## What this task involves
Please find every line of the listing below where "solid" occurs and copy it.

## Records to use
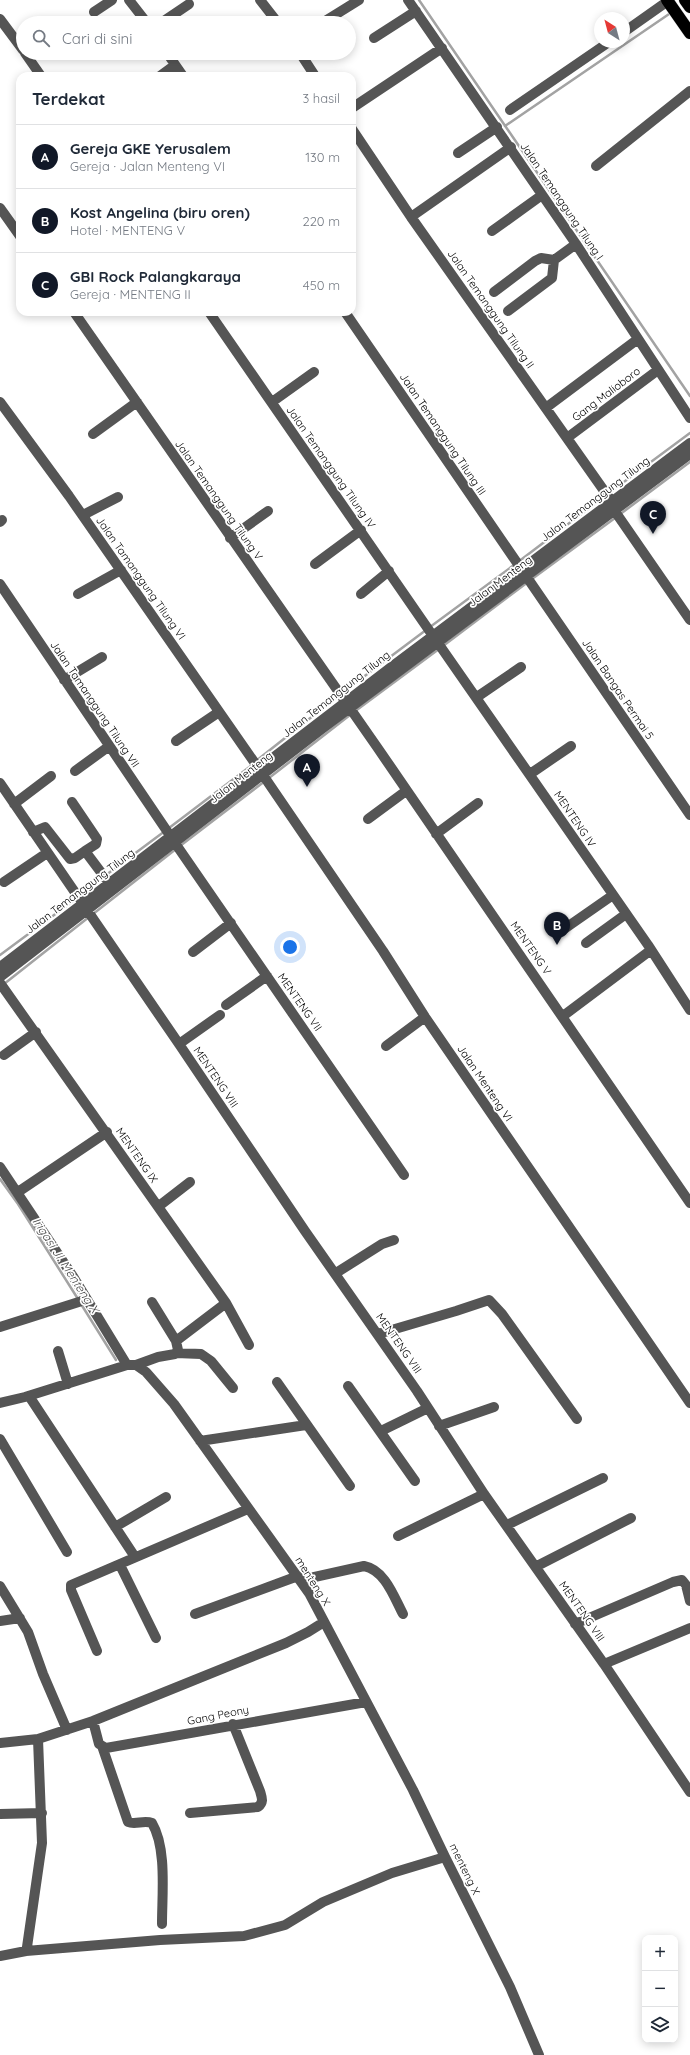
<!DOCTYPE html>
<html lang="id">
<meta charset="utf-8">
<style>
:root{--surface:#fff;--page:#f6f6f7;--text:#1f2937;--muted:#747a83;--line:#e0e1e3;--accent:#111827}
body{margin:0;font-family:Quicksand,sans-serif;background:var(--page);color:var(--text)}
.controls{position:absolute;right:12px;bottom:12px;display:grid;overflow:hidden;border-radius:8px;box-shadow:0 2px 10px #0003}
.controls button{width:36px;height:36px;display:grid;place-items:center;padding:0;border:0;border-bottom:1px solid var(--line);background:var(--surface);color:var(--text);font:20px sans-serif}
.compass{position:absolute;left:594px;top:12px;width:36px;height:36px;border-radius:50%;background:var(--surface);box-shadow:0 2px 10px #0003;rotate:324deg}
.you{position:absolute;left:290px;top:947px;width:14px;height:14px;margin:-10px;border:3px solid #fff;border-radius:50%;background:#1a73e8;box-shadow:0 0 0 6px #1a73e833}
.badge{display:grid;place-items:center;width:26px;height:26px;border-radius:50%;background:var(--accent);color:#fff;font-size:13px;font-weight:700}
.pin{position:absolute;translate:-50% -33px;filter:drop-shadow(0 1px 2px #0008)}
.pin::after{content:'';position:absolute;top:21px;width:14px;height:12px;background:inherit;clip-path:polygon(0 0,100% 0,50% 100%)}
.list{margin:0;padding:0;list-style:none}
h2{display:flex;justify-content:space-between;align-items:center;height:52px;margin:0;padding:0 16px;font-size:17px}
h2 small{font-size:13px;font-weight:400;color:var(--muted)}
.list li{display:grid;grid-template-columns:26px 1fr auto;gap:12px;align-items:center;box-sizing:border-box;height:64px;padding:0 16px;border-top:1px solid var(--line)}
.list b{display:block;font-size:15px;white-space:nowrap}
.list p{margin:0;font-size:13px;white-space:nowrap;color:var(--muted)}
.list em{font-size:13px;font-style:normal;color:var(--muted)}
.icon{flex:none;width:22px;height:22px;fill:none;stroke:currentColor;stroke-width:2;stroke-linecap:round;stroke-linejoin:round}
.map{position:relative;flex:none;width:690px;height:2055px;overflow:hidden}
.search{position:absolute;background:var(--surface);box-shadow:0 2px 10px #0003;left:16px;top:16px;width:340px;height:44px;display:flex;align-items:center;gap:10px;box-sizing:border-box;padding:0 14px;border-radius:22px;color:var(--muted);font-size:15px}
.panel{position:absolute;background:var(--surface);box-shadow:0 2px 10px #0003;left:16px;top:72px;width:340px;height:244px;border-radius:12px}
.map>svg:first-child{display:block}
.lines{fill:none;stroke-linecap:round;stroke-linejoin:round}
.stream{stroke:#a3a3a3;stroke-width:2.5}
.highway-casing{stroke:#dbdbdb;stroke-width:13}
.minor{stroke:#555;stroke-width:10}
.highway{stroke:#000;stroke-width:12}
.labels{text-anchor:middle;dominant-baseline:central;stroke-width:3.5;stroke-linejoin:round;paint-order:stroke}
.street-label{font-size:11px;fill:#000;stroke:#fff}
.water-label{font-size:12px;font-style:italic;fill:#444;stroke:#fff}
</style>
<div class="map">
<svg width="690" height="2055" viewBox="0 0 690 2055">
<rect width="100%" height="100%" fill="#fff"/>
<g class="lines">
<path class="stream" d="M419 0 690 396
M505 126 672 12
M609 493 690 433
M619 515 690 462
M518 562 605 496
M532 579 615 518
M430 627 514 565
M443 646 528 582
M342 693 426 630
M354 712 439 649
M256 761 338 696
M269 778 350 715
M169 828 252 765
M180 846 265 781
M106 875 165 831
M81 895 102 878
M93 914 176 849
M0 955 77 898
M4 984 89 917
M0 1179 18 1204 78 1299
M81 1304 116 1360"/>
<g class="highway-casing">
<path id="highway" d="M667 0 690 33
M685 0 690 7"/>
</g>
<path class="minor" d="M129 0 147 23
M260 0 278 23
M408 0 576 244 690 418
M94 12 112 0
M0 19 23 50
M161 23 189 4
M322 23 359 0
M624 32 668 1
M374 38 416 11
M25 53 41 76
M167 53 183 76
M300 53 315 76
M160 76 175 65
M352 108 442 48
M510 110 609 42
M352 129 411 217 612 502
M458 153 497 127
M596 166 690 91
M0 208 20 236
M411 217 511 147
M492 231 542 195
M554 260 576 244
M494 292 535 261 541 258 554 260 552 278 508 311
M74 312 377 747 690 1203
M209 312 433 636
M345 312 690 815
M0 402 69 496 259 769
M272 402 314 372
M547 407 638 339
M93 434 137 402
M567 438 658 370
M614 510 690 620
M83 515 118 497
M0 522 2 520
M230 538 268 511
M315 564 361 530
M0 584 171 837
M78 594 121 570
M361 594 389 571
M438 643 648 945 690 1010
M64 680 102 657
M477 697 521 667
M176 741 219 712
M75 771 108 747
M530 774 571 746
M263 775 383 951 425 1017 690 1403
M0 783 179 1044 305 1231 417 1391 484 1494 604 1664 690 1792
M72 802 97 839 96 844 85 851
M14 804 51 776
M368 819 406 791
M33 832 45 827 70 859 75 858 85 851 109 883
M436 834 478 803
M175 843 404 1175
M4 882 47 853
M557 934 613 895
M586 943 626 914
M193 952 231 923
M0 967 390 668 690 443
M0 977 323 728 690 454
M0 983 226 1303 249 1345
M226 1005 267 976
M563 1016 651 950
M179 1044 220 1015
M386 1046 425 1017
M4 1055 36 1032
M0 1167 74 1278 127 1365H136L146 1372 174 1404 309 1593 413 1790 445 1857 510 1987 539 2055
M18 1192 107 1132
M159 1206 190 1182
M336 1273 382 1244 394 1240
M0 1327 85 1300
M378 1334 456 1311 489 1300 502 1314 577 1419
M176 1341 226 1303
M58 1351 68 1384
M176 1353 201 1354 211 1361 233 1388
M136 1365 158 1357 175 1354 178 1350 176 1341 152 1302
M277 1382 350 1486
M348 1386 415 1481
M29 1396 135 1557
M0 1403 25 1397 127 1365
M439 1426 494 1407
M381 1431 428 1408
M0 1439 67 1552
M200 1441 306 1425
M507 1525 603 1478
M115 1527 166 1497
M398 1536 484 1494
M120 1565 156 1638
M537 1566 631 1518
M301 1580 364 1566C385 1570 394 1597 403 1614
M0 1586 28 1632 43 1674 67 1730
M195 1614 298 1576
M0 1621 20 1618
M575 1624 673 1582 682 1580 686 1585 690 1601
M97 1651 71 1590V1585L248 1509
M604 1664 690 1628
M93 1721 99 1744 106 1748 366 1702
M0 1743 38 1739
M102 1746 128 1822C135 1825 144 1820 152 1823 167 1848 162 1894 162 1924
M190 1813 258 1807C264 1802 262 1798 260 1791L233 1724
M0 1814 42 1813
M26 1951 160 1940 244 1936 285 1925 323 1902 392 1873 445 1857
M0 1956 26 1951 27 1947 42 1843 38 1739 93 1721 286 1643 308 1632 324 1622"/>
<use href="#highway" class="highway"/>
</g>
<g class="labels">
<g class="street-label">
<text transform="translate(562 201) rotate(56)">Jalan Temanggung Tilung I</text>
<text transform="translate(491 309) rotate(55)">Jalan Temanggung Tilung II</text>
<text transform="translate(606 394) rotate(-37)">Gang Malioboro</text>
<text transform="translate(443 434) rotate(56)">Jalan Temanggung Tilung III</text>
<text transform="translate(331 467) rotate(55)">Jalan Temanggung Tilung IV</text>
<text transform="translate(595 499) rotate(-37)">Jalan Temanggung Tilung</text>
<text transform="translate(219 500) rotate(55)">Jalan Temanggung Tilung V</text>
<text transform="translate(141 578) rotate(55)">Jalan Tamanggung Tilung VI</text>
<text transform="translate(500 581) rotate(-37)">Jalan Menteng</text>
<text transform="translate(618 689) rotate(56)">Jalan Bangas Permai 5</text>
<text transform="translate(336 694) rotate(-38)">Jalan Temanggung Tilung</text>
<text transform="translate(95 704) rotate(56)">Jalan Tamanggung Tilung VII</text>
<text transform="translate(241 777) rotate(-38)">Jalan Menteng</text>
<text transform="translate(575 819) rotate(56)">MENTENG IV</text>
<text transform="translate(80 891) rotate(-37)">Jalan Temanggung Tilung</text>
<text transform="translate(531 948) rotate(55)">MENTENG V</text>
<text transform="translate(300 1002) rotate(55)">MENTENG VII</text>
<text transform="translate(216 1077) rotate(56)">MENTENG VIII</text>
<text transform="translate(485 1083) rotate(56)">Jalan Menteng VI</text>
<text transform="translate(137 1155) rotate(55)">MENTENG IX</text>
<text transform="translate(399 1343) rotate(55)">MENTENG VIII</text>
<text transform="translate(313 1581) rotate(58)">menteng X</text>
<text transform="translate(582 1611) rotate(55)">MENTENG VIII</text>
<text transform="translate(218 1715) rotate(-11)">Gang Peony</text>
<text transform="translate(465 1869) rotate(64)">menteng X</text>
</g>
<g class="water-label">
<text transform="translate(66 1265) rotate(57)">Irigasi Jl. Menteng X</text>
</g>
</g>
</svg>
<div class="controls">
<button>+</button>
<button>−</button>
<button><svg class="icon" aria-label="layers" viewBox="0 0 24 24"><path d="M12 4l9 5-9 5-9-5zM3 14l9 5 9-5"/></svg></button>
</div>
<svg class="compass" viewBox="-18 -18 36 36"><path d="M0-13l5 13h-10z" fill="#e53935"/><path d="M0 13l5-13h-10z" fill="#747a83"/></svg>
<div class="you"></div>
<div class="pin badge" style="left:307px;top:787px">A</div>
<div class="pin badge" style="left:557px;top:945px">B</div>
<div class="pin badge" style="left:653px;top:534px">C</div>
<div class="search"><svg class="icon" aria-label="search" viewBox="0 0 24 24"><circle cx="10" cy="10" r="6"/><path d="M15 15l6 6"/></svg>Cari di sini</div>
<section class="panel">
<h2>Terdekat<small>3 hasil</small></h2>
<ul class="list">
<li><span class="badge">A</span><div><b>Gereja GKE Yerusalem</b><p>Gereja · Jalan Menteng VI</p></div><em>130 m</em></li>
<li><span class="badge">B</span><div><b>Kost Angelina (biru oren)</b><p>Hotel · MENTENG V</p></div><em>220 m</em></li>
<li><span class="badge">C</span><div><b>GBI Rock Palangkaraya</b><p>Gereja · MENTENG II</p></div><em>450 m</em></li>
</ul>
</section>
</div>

## Solution for this exercise
.controls button{width:36px;height:36px;display:grid;place-items:center;padding:0;border:0;border-bottom:1px solid var(--line);background:var(--surface);color:var(--text);font:20px sans-serif}
.you{position:absolute;left:290px;top:947px;width:14px;height:14px;margin:-10px;border:3px solid #fff;border-radius:50%;background:#1a73e8;box-shadow:0 0 0 6px #1a73e833}
.list li{display:grid;grid-template-columns:26px 1fr auto;gap:12px;align-items:center;box-sizing:border-box;height:64px;padding:0 16px;border-top:1px solid var(--line)}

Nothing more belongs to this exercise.